A picture should never appear in your copy. Transcribe the listing exactly from its first line through the line with "2px #6c6073) drop-shadow(0", both ends included.

☆ ☆ ☆ ☆ ☆

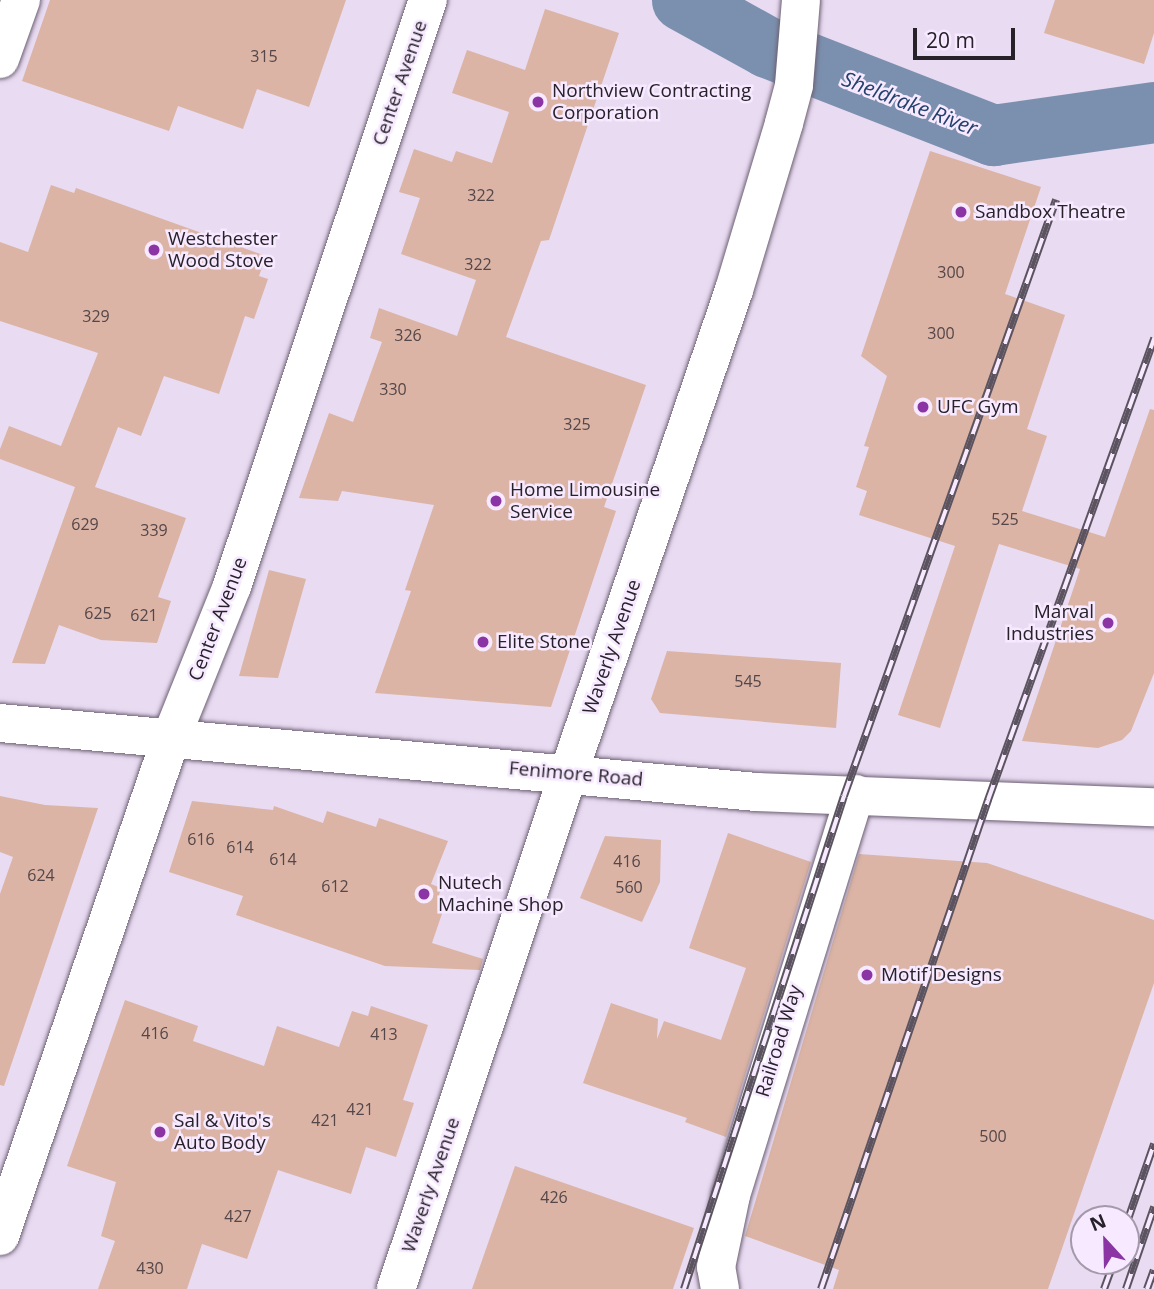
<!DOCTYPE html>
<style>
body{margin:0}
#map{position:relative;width:1154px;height:1289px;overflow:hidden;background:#e9dbf2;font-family:"Open Sans",sans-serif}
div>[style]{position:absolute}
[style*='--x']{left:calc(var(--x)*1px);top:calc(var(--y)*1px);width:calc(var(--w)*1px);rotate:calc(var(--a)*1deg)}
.river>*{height:61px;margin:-30.5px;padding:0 30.5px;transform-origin:30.5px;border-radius:30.5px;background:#7b90ae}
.building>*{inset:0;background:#dbb4a5}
.roads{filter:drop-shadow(0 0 2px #6c6073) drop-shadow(0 0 2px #6c6073)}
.minor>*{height:38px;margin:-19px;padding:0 19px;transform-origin:19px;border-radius:19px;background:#fff}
.tertiary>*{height:38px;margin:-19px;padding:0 19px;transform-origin:19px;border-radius:19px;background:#fff}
.rail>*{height:8px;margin-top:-4px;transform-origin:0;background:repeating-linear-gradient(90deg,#f7e9ff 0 16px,#5b535f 0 32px);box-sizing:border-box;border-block:2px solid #5b535f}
.dots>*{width:19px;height:19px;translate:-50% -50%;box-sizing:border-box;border:4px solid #f7e9ff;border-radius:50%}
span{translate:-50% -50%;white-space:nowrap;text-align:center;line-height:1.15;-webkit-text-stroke:5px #f7e9ff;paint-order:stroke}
.number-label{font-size:16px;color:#544649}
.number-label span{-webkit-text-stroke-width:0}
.street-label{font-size:19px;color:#27222a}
.poi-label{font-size:19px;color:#27222a}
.left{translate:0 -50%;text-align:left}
.right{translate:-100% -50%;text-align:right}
.water-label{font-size:21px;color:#23416b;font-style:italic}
.north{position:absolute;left:1070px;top:1205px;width:70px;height:70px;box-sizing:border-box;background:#f7e9ff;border:2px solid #a499aa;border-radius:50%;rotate:338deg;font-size:19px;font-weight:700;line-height:28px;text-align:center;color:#27222a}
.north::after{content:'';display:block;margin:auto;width:24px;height:32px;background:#8a35a3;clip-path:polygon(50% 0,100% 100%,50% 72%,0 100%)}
.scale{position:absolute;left:913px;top:28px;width:102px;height:32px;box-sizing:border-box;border:4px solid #27222a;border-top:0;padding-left:9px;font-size:21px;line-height:24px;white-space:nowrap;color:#27222a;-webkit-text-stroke:5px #f7e9ff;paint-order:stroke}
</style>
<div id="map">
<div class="river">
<i style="--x:682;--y:0;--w:97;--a:28.9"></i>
<i style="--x:767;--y:47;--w:243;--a:21.3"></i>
<i style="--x:993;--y:135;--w:163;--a:-8.1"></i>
</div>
<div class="building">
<i style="clip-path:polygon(50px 0,346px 0,309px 107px,257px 89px,243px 129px,178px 106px,169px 131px,22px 81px)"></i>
<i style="clip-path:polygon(1055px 0,1154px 0,1154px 33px,1144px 64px,1044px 33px)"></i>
<i style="clip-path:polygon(545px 9px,619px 33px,549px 240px,541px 241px,506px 337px,646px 385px,604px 507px,616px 511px,551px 707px,375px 693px,411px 591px,405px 590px,434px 505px,342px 491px,338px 501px,299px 498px,329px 413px,353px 422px,382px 342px,370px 338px,379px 308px,457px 336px,476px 280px,401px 254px,420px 198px,399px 192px,414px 149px,452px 162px,456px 151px,492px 163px,509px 112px,452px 93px,467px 50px,525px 70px)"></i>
<i style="clip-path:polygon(930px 151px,1041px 187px,1005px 294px,1065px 315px,1027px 429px,1047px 436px,1022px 511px,1105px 537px,1150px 409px,1154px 410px,1154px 673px,1131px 731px,1122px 740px,1098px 748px,1022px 741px,1080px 569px,999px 544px,940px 728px,898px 715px,955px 546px,859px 515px,867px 491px,856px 487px,869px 447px,864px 446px,887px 376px,861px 356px)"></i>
<i style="clip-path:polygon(51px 185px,74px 193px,76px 188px,266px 256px,259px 276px,268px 279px,254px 319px,245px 316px,219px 394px,164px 376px,141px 436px,118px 427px,95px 487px,186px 518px,158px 597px,171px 601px,157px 643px,101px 640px,59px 625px,45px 664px,12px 663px,75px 487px,0 459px,0 449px,9px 426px,61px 446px,98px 353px,0 321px,0 242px,28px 252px)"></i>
<i style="clip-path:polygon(269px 570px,306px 579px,278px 678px,239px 676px)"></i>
<i style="clip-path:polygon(667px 651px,841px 663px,836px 728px,660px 713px,651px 699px)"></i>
<i style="clip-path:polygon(0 796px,45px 805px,98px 808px,4px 1086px,0 1085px,0 894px,13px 857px,0 852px)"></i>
<i style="clip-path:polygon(192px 801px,273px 810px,274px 806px,323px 823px,327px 811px,376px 827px,379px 818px,448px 841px,431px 884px,441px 888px,438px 899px,446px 902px,432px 943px,483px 959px,480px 970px,385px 966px,236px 915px,243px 896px,169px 872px)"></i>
<i style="clip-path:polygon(728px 833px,811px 862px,726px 1137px,685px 1122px,687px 1118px,583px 1083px,611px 1003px,658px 1019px,657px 1039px,664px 1021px,721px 1040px,746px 968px,689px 948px)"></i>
<i style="clip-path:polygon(605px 836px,661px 840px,660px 882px,642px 922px,580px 898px)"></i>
<i style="clip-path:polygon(859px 854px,987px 863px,1154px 920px,1154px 983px,1048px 1289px,833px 1289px,839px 1270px,745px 1236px)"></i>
<i style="clip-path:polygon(125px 1000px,198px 1026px,193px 1041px,264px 1066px,277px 1026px,339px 1047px,352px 1011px,368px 1016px,371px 1006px,428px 1025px,403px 1100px,414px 1103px,396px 1157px,366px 1147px,351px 1194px,278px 1170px,247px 1259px,202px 1244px,187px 1289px,98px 1289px,115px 1241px,101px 1236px,116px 1182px,67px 1166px)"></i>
<i style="clip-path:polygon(515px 1166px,694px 1228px,673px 1289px,472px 1289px)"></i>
</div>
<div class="roads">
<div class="minor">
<i style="--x:0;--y:59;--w:63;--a:-70.4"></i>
<i style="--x:569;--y:772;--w:509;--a:-71.1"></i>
<i style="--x:734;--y:290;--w:174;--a:-73.3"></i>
<i style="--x:784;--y:123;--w:39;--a:-75"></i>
<i style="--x:794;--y:85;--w:85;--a:-85.3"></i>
<i style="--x:0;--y:1236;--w:527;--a:-71.05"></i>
<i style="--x:171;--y:738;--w:164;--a:-68.1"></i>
<i style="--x:232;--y:586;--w:618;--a:-71.51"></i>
<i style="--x:720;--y:1289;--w:22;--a:-100"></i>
<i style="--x:716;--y:1267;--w:74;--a:-78.2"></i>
<i style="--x:731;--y:1195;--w:420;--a:-72.8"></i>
</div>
<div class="tertiary">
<i style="--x:0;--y:723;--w:759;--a:5.21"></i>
<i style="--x:756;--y:792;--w:398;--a:2.2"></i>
<i style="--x:396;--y:1289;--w:545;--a:-71.5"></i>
</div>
</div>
<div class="rail">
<i style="--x:1126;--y:1225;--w:86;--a:-70.9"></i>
<i style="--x:684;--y:1289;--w:518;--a:-72.02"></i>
<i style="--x:844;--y:796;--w:633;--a:-70.42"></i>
<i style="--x:821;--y:1289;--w:517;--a:-71.14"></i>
<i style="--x:988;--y:800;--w:491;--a:-70.2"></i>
<i style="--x:1104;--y:1289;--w:30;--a:-70"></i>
<i style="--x:1126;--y:1289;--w:87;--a:-71.1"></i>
<i style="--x:1147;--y:1289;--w:20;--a:-70"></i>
</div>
<div class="dots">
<i style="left:538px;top:102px;background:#8a35a3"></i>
<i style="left:961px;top:212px;background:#8a35a3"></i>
<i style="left:154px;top:250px;background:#8a35a3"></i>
<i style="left:923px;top:407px;background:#8a35a3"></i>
<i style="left:496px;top:501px;background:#8a35a3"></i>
<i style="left:1108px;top:623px;background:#8a35a3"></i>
<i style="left:483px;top:642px;background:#8a35a3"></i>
<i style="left:424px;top:894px;background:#8a35a3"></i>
<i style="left:867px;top:975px;background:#8a35a3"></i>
<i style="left:160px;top:1132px;background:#8a35a3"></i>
</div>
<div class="number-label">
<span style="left:264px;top:56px">315</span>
<span style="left:481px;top:195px">322</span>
<span style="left:478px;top:264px">322</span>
<span style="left:951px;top:272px">300</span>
<span style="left:96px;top:316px">329</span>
<span style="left:941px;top:333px">300</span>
<span style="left:408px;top:335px">326</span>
<span style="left:393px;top:389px">330</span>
<span style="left:577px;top:424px">325</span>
<span style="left:1005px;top:519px">525</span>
<span style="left:85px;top:524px">629</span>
<span style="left:154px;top:530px">339</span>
<span style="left:98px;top:613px">625</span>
<span style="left:144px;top:615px">621</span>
<span style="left:748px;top:681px">545</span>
<span style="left:201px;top:839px">616</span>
<span style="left:240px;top:847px">614</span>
<span style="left:283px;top:859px">614</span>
<span style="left:627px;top:861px">416</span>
<span style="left:41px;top:875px">624</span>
<span style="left:335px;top:886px">612</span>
<span style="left:629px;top:887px">560</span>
<span style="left:155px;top:1033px">416</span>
<span style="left:384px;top:1034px">413</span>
<span style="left:360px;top:1109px">421</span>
<span style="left:325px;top:1120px">421</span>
<span style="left:993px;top:1136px">500</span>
<span style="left:554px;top:1197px">426</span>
<span style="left:238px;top:1216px">427</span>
<span style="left:150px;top:1268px">430</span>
</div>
<div class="street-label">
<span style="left:400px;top:83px;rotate:-71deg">Center Avenue</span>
<span style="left:218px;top:619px;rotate:-69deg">Center Avenue</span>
<span style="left:612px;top:647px;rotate:-71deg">Waverly Avenue</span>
<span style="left:576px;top:774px;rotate:5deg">Fenimore Road</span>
<span style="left:779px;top:1041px;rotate:-73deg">Railroad Way</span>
<span style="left:431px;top:1185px;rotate:-71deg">Waverly Avenue</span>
</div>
<div class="poi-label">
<span class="left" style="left:552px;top:102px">Northview Contracting<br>Corporation</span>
<span class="left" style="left:975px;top:212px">Sandbox Theatre</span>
<span class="left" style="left:168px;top:250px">Westchester<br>Wood Stove</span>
<span class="left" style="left:937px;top:407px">UFC Gym</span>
<span class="left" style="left:510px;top:501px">Home Limousine<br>Service</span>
<span class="right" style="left:1094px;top:623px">Marval<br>Industries</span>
<span class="left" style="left:497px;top:642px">Elite Stone</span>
<span class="left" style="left:438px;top:894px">Nutech<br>Machine Shop</span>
<span class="left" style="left:881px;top:975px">Motif Designs</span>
<span class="left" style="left:174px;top:1132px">Sal &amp; Vito's<br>Auto Body</span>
</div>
<div class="water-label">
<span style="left:910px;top:103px;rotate:21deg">Sheldrake River</span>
</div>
<div class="north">N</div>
<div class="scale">20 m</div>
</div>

☆ ☆ ☆ ☆ ☆

### [Solution to this problem]
<!DOCTYPE html>
<style>
body{margin:0}
#map{position:relative;width:1154px;height:1289px;overflow:hidden;background:#e9dbf2;font-family:"Open Sans",sans-serif}
div>[style]{position:absolute}
[style*='--x']{left:calc(var(--x)*1px);top:calc(var(--y)*1px);width:calc(var(--w)*1px);rotate:calc(var(--a)*1deg)}
.river>*{height:61px;margin:-30.5px;padding:0 30.5px;transform-origin:30.5px;border-radius:30.5px;background:#7b90ae}
.building>*{inset:0;background:#dbb4a5}
.roads{filter:drop-shadow(0 0 2px #6c6073) drop-shadow(0 0 2px #6c6073)}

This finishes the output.